La primera fue la de Cundo, un espacio estrecho y acogedor que se abría a espaldas del colegio donde aprendí a concordar sujeto y verbo y empecé a aproximarme a la obra de algunos autores que me vienen acompañando desde entonces. ¿Sería yo el mismo si no la hubiera visitado tantas tardes en busca de lecturas, si no hubiese preguntado allí por los títulos que acababan de llegar, si mis padres no tuvieran abierta una cuenta gracias a la cual durante muchos años pude leer a discreción, sin reparar en gastos? Es difícil encontrar una respuesta firme, pero albergo serias dudas al respecto. Cundo era un tipo apacible y fortachón. Pasaba a verle al menos una vez siempre que volvía por Mieres, y procuraba comprar allí los regalos de Navidad y Reyes si tenía oportunidad y tiempo. Cuando publiqué mi primera novela, él fue uno de sus embajadores más convencidos y constantes. El día que me dieron la noticia de su muerte yo estaba lejos y no pude asistir ni al velatorio ni al entierro, pero lo sentí igual que si se me hubiera ido alguien de la familia.
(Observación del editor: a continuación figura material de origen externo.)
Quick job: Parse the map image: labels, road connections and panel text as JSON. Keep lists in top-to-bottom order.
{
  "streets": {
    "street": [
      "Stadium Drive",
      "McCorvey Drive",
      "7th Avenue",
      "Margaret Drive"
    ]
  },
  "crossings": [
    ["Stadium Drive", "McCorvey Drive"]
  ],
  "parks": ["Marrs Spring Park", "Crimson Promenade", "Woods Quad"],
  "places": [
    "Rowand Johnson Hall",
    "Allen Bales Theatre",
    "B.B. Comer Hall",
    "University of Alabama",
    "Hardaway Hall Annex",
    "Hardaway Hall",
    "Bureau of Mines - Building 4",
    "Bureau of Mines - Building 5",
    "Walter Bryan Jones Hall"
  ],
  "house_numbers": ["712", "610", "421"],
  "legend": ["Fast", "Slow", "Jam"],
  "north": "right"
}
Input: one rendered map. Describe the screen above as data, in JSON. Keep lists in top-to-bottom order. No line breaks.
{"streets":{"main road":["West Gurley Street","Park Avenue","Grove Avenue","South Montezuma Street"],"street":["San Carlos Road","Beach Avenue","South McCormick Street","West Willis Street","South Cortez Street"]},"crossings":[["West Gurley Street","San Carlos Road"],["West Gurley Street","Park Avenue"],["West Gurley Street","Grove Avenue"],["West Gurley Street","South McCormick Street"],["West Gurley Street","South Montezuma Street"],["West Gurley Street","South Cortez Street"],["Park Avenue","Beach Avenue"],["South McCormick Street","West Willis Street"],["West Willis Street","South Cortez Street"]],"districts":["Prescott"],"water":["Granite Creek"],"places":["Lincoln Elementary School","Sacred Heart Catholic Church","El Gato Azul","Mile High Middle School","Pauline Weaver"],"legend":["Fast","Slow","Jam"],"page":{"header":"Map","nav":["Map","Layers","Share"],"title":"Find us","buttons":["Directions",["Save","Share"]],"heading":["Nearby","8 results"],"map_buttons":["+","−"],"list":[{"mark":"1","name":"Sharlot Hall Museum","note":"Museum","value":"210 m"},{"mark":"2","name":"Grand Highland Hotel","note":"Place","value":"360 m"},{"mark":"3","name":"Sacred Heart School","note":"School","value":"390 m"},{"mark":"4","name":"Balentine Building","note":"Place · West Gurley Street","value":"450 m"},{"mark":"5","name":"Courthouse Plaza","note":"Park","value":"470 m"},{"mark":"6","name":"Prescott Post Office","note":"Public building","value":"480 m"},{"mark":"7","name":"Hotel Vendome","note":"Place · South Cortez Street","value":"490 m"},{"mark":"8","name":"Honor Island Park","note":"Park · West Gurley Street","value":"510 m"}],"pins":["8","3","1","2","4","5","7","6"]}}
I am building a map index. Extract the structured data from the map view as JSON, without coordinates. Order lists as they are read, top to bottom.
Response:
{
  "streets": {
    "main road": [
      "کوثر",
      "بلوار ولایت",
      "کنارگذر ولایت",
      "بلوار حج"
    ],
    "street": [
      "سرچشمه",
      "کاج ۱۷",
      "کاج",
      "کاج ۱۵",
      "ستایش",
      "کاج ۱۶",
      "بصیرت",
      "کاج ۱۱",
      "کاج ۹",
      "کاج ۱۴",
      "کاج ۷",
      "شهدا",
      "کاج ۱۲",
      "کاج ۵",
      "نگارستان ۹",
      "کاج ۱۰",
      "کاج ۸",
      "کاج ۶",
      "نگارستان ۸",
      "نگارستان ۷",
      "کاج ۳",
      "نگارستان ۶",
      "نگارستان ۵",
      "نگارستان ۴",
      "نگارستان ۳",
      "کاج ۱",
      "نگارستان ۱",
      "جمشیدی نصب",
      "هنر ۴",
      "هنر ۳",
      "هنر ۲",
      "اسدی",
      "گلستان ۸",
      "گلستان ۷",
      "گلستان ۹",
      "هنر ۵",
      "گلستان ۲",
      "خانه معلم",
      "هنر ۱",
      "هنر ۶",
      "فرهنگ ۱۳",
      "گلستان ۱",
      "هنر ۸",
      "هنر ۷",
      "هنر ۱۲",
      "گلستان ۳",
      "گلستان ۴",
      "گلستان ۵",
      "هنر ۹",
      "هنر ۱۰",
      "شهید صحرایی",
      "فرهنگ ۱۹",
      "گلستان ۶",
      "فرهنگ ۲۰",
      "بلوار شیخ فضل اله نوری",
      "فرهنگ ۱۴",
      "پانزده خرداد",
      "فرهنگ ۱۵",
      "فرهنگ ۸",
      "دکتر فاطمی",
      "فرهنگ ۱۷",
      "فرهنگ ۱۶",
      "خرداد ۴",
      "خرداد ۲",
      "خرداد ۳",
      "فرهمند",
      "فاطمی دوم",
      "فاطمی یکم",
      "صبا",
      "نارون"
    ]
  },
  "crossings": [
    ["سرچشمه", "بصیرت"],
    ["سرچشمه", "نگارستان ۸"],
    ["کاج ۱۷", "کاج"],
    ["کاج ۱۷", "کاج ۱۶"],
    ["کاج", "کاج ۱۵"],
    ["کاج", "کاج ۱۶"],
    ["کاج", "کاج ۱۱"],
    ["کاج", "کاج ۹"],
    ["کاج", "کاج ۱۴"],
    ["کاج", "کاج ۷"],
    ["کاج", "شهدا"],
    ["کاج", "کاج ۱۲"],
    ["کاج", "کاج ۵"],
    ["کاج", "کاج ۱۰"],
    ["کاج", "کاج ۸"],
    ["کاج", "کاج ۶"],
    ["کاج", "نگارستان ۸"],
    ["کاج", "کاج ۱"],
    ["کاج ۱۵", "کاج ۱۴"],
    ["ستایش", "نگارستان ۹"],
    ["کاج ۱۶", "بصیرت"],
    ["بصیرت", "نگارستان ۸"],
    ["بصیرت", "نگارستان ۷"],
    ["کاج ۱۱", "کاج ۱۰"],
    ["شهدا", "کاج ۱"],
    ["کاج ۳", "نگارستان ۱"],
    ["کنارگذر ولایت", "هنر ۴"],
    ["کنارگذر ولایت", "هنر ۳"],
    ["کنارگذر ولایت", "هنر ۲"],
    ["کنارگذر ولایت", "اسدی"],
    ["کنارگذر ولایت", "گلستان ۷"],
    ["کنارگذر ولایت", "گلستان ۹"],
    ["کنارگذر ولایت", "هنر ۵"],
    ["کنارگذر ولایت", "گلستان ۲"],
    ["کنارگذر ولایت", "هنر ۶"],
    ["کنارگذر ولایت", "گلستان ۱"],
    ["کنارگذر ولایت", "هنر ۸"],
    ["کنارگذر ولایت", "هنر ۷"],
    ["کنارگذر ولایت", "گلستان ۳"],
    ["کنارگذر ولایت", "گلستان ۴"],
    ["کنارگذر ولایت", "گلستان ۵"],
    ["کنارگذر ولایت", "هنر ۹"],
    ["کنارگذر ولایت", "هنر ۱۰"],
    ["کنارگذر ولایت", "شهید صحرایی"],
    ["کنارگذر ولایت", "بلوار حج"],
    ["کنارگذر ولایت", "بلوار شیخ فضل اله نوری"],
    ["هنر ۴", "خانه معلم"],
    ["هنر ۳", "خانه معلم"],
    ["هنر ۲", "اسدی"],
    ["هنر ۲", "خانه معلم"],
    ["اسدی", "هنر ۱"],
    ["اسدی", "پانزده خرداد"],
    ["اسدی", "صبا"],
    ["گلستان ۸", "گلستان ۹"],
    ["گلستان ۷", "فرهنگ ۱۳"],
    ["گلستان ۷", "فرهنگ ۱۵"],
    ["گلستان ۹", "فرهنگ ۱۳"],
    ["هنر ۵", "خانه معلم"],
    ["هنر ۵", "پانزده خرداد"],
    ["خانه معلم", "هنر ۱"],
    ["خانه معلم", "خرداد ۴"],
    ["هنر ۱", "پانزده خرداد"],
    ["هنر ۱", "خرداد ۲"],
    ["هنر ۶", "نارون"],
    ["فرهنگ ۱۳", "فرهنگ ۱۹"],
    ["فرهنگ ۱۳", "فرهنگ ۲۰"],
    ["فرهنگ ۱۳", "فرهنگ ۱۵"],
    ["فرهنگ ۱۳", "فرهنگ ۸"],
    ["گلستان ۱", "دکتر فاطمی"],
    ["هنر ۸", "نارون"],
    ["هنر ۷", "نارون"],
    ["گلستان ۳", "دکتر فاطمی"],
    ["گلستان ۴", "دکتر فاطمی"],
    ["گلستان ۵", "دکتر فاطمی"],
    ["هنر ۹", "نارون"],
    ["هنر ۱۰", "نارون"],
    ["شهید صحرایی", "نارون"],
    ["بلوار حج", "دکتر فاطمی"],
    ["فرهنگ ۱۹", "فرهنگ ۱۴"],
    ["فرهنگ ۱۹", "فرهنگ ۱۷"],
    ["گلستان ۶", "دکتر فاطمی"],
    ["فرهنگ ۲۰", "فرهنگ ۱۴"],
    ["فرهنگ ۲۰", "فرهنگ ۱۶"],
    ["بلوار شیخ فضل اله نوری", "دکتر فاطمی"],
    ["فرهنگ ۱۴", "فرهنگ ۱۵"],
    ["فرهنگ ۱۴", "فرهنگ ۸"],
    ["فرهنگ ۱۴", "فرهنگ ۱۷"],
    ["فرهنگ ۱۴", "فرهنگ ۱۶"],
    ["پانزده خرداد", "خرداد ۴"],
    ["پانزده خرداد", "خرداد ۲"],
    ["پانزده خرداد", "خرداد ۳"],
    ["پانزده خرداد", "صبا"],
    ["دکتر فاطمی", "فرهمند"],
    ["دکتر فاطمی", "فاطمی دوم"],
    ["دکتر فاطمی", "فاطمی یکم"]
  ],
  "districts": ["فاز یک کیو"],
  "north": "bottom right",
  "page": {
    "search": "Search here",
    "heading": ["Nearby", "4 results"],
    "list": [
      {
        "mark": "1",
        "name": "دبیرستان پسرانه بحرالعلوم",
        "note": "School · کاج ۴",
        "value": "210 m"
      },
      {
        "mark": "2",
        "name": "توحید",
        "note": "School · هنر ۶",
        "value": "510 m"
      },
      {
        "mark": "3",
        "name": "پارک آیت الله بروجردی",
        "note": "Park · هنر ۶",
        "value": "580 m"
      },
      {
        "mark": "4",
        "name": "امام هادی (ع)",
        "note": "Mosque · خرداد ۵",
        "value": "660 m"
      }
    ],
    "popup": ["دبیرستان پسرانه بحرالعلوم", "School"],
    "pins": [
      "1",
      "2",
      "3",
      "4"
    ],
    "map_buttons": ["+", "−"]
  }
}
Después han sido muchas, tantas que casi podría trazar a través de ellas un mapa de las ciudades donde he vivido o en las que estuve durante un tiempo. La de Salamanca llevaba el nombre de Cervantes, estaba en la calle Azafranal y la frecuenté mucho en el primer año de carrera, cuando yo aún estudiaba en el viejo edificio de la Clerecía y era relativamente fácil acercarse hasta allí en algún tiempo muerto entre clase y clase. También se llama Cervantes la de Oviedo, donde a Conchita Quirós no le pesan ni los achaques ni los años si se trata de atender y prescribir a quienes, con mayor o menor frecuencia, nos dejamos caer por cualquiera de sus tres pisos. No voy a descubrir aquí mi querencia por Paradiso, ni cómo he llegado a identificarla con Gijón hasta tal punto que me costará mucho reconocer la ciudad el día (espero que lejano) en el que desaparezca y ya no pueda ir allí a charlar un rato con Chema y José Luis, con los que antaño se organizaban, en los mediodías de los sábados, tertulias espontáneas que reunían a la gauche divine local y que de vez en cuando recuerdo con esa alegre melancolía con la que evocamos las cosas que difícilmente volverán a suceder. En Madrid está la Méndez –donde una vez dejé el recado de que entregaran a un escritor que pasaba por allí asiduamente una de mis novelas, y lo cumplieron tan bien que el susodicho autor sólo tardó un par de semanas en agradecerme el detalle, a vuelta de correo, con un libro dedicado–, y también La Central de Callao, y estuvo una Crisol en Juan Bravo que yo visitaba algunas tardes, cuando viví por allí, y donde compré la edición de El Quijote que más he usado y manoseado en esta última década. Barcelona fue un largo paseo con Sergio Gaspar por Laie y por otra Central, en este caso la del Raval, y fue el olor a salitre que se colaba en los anaqueles de Negra y Criminal, y es también la promesa de otras que aún no conozco pero quiero conocer, como esa Pequod que vislumbro como un espacio confortable en las latitudes de Gràcia. No es factible hablar de París y no referirse a Shakespeare&Company, ni yo podría evocar Oporto sin detenerme en los recovecos de la hermosa Lello&Irmão, ante cuyas puertas se alza la liviana y verticalísima silueta de la Torre de los Clérigos y cuyo interior guarda tesoros que se han de descubrir con tiempo y dedicación.
Hace unos pocos años entrevisté a alguien que había decidido abrir una cuando los indicadores económicos aconsejaban plegar alas en vez de aventurarse a inaugurar nada. Se llama Rafa Gutiérrez y en un tiempo ínfimo ha convertido La Buena Letra en un foro cultural activo y elegante, un lugar donde suceden cosas que valen la pena y cuyas puertas siempre están abiertas para todo el que busque sosiego, conversación y cobijo. «Siempre conocí los malos tiempos», me dijo en aquella ocasión, «así que no noto nada particular, y si la cosa cambia tiene que hacerlo, por fuerza, a mejor». Puede que nunca hayan soplado vientos extremadamente propicios para la literatura ni para ese oficio tan bello y tan inestable que consiste en vender libros, esos objetos delicados y valiosos por los que la imaginación y el conocimiento vienen navegando a lo largo de los siglos. Escribo todo esto porque las librerías celebran hoy su Día Mundial, y no creo que quienes tanto les adeudamos debamos dejar pasar la fecha sin festejarlas.